WORK TASK
Output every entry exactly as written.
(THE RECORDS Opens)
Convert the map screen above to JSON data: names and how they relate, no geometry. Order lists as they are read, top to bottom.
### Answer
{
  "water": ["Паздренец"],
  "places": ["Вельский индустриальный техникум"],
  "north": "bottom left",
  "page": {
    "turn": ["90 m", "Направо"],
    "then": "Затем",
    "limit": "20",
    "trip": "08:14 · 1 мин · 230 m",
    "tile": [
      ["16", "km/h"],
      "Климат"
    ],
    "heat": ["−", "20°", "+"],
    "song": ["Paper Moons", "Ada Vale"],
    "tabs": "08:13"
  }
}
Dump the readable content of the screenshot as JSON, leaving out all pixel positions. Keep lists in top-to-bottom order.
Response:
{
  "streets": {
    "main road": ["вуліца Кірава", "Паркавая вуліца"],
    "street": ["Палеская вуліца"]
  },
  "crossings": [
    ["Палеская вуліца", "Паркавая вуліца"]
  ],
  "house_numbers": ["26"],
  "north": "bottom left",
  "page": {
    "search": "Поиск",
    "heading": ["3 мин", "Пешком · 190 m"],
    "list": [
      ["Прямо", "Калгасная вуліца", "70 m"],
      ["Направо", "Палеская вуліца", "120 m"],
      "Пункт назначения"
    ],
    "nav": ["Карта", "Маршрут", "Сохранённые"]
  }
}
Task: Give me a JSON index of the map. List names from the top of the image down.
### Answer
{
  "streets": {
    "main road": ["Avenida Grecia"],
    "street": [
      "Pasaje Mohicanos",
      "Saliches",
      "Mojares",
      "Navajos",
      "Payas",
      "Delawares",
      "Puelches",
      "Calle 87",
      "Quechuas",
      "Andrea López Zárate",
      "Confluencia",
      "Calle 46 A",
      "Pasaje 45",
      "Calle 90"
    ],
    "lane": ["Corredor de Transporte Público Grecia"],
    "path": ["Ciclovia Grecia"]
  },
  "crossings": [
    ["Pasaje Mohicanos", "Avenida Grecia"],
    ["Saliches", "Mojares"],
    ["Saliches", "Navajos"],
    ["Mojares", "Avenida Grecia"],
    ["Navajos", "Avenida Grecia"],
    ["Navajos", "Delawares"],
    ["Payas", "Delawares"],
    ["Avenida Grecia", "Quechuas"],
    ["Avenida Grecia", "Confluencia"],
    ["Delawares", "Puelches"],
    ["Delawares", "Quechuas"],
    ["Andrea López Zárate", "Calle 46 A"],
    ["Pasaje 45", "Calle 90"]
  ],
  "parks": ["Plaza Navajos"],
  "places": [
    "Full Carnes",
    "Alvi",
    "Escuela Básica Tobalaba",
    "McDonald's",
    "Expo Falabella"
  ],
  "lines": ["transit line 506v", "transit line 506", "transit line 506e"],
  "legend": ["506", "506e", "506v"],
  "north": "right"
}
(THE RECORDS Closes)
WRITTEN SOLUTION
Convert the map screen above to JSON data: names and how they relate, no geometry. Order lists as they are read, top to bottom.
### Answer
{
  "water": ["Паздренец"],
  "places": ["Вельский индустриальный техникум"],
  "north": "bottom left",
  "page": {
    "turn": ["90 m", "Направо"],
    "then": "Затем",
    "limit": "20",
    "trip": "08:14 · 1 мин · 230 m",
    "tile": [
      ["16", "km/h"],
      "Климат"
    ],
    "heat": ["−", "20°", "+"],
    "song": ["Paper Moons", "Ada Vale"],
    "tabs": "08:13"
  }
}
Dump the readable content of the screenshot as JSON, leaving out all pixel positions. Keep lists in top-to-bottom order.
Response:
{
  "streets": {
    "main road": ["вуліца Кірава", "Паркавая вуліца"],
    "street": ["Палеская вуліца"]
  },
  "crossings": [
    ["Палеская вуліца", "Паркавая вуліца"]
  ],
  "house_numbers": ["26"],
  "north": "bottom left",
  "page": {
    "search": "Поиск",
    "heading": ["3 мин", "Пешком · 190 m"],
    "list": [
      ["Прямо", "Калгасная вуліца", "70 m"],
      ["Направо", "Палеская вуліца", "120 m"],
      "Пункт назначения"
    ],
    "nav": ["Карта", "Маршрут", "Сохранённые"]
  }
}
Task: Give me a JSON index of the map. List names from the top of the image down.
### Answer
{
  "streets": {
    "main road": ["Avenida Grecia"],
    "street": [
      "Pasaje Mohicanos",
      "Saliches",
      "Mojares",
      "Navajos",
      "Payas",
      "Delawares",
      "Puelches",
      "Calle 87",
      "Quechuas",
      "Andrea López Zárate",
      "Confluencia",
      "Calle 46 A",
      "Pasaje 45",
      "Calle 90"
    ],
    "lane": ["Corredor de Transporte Público Grecia"],
    "path": ["Ciclovia Grecia"]
  },
  "crossings": [
    ["Pasaje Mohicanos", "Avenida Grecia"],
    ["Saliches", "Mojares"],
    ["Saliches", "Navajos"],
    ["Mojares", "Avenida Grecia"],
    ["Navajos", "Avenida Grecia"],
    ["Navajos", "Delawares"],
    ["Payas", "Delawares"],
    ["Avenida Grecia", "Quechuas"],
    ["Avenida Grecia", "Confluencia"],
    ["Delawares", "Puelches"],
    ["Delawares", "Quechuas"],
    ["Andrea López Zárate", "Calle 46 A"],
    ["Pasaje 45", "Calle 90"]
  ],
  "parks": ["Plaza Navajos"],
  "places": [
    "Full Carnes",
    "Alvi",
    "Escuela Básica Tobalaba",
    "McDonald's",
    "Expo Falabella"
  ],
  "lines": ["transit line 506v", "transit line 506", "transit line 506e"],
  "legend": ["506", "506e", "506v"],
  "north": "right"
}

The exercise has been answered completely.